The Washington Post reported:
Two Iraqi athletes will be allowed to participate in the Beijing Olympics after a last-minute pledge by the Iraqi government Tuesday not to interfere politically in the country’s Olympic movement.
The agreement reversed a decision last week by the International Olympic Committee to ban Iraq from competing because of allegations that Prime Minister Nouri al-Maliki had compromised the independence of the national Olympic committee. The government dissolved the panel in May and replaced it with a new group headed by a cabinet minister.
But after negotiations between Iraqi officials and the international committee at its headquarters in Lausanne, Switzerland, the government agreed to reestablish an independent committee and hold transparent elections for it by November, Olympic officials said. They added that five government representatives could attend the Beijing Games as observers.

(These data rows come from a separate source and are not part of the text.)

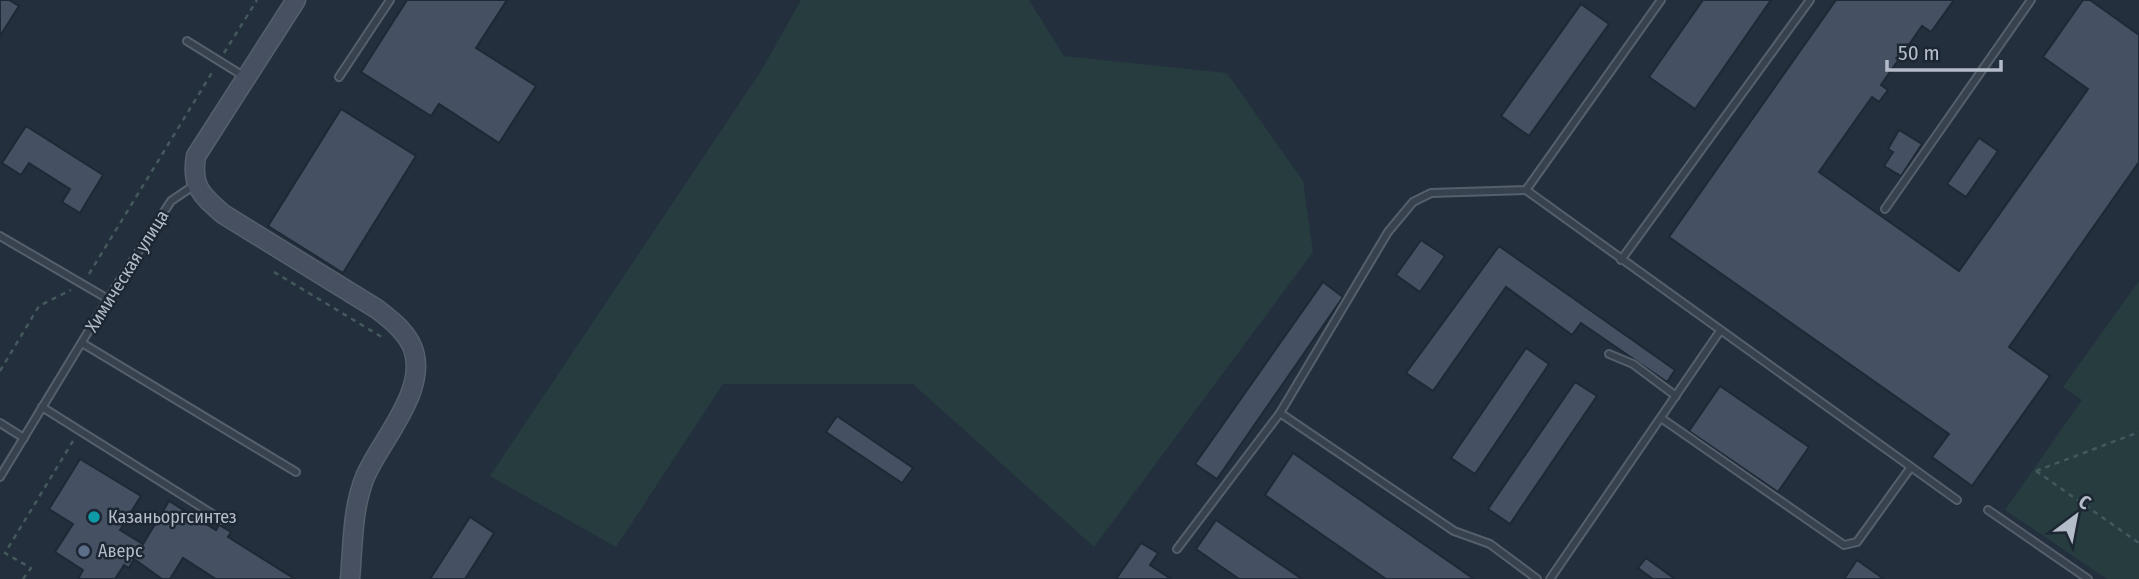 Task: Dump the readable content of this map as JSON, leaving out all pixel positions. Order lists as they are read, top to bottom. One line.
{"streets":{"lane":["Химическая улица"]},"places":["Казаньоргсинтез","Аверс"],"scale_bar":"50 m","north":"top right"} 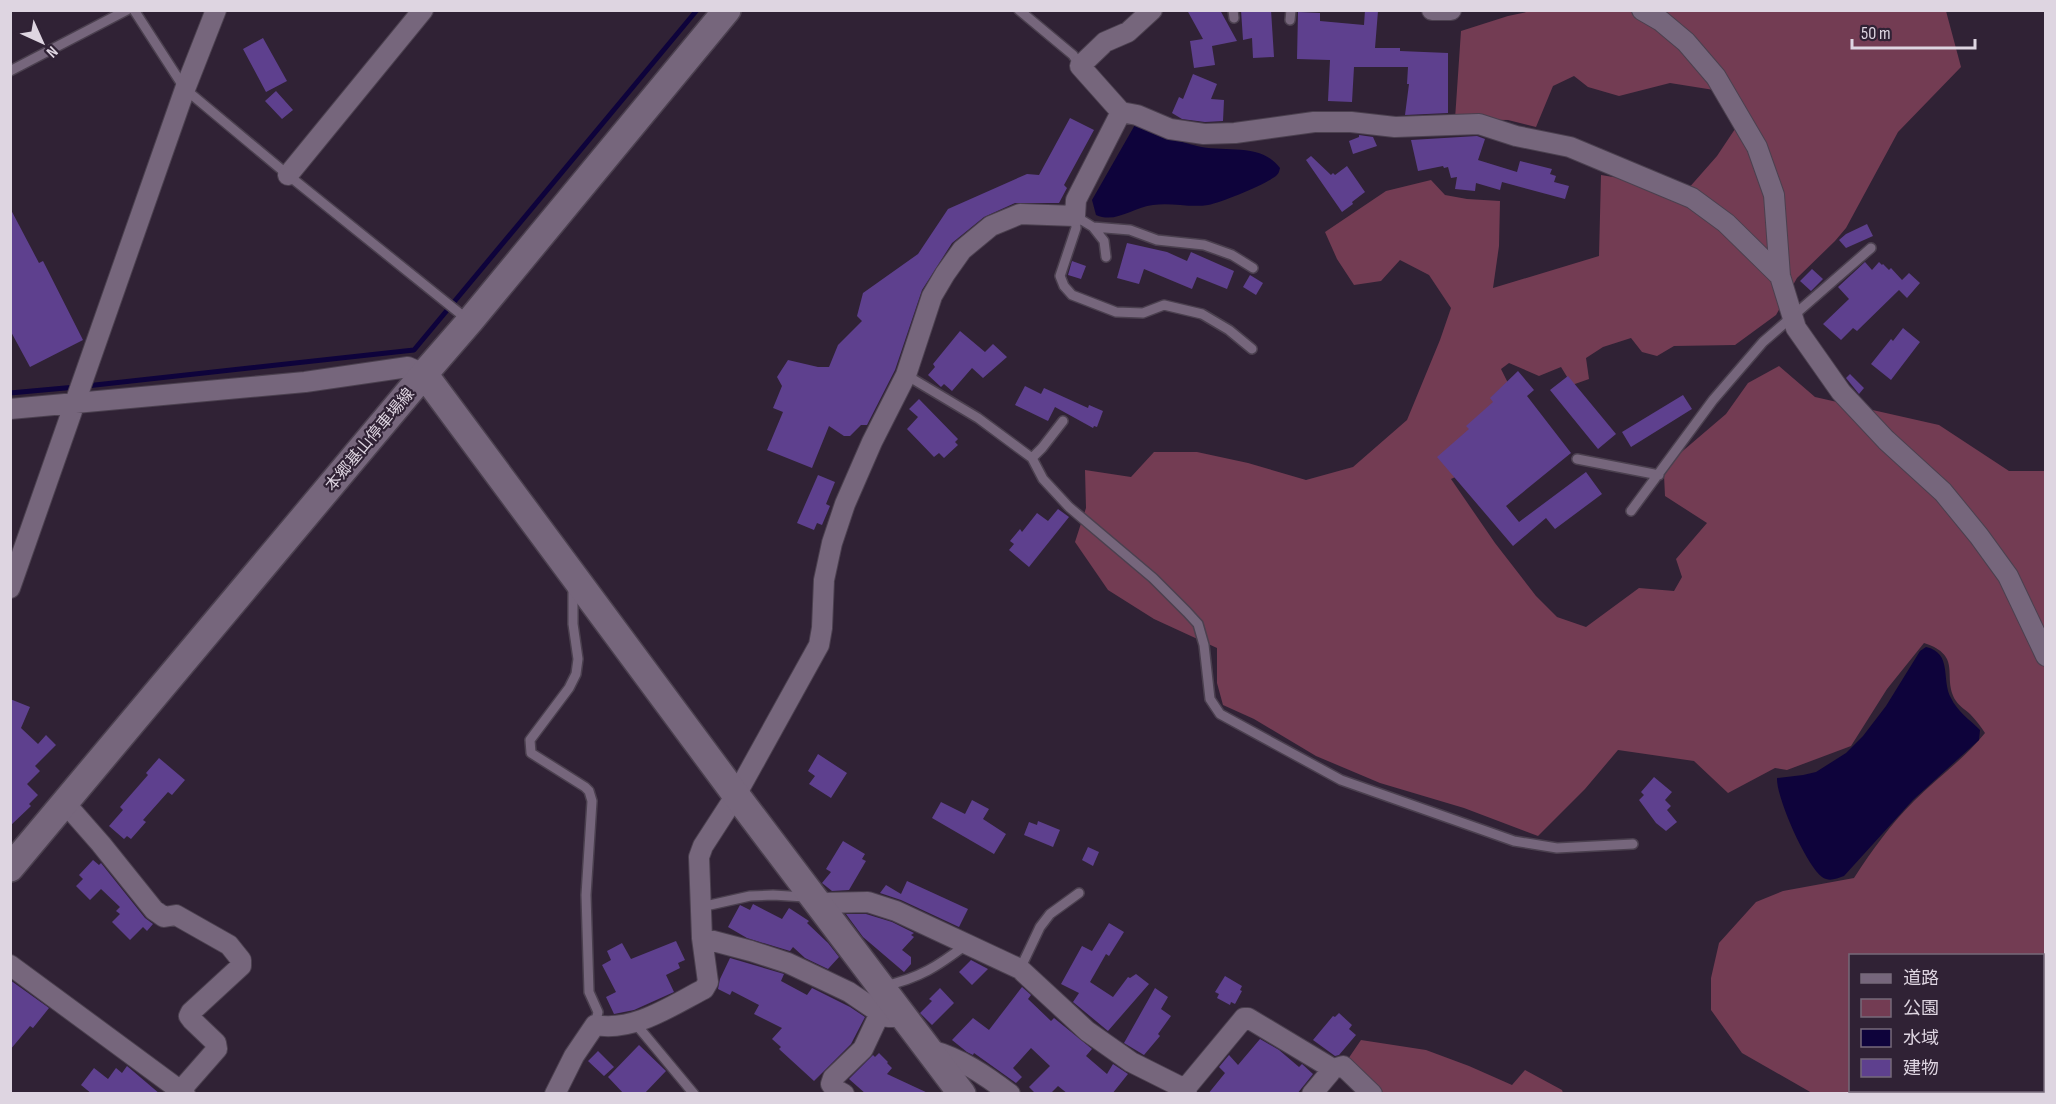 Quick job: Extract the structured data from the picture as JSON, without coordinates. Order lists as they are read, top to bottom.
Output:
{
  "streets": {
    "main road": ["本郷基山停車場線"]
  },
  "legend": [
    "道路",
    "公園",
    "水域",
    "建物"
  ],
  "scale_bar": "50 m",
  "north": "bottom right"
}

“We look forward to seeing the Iraqi flag in Beijing,” the president of the international committee, Jacques Rogge, said in a statement.
Part of the conflict that was resolved today– The IOC wanted the original Iraqi committee members to represent the team. But, 4 members were kidnapped two years ago and have not been seen since that time.
Of course, the IOC never banned Iraq when the Saddam was in power and his sons were torturing the Iraqi athletes.
In 1984, when Uday was 20, Saddam handed his son the reins of both the country’s Olympic committee and its soccer federation. Uday had ordered the hand of a security officer at his Olympic headquarters to be chopped off five years earlier, after the man was accused of stealing sports equipment that was missing (but later turned up).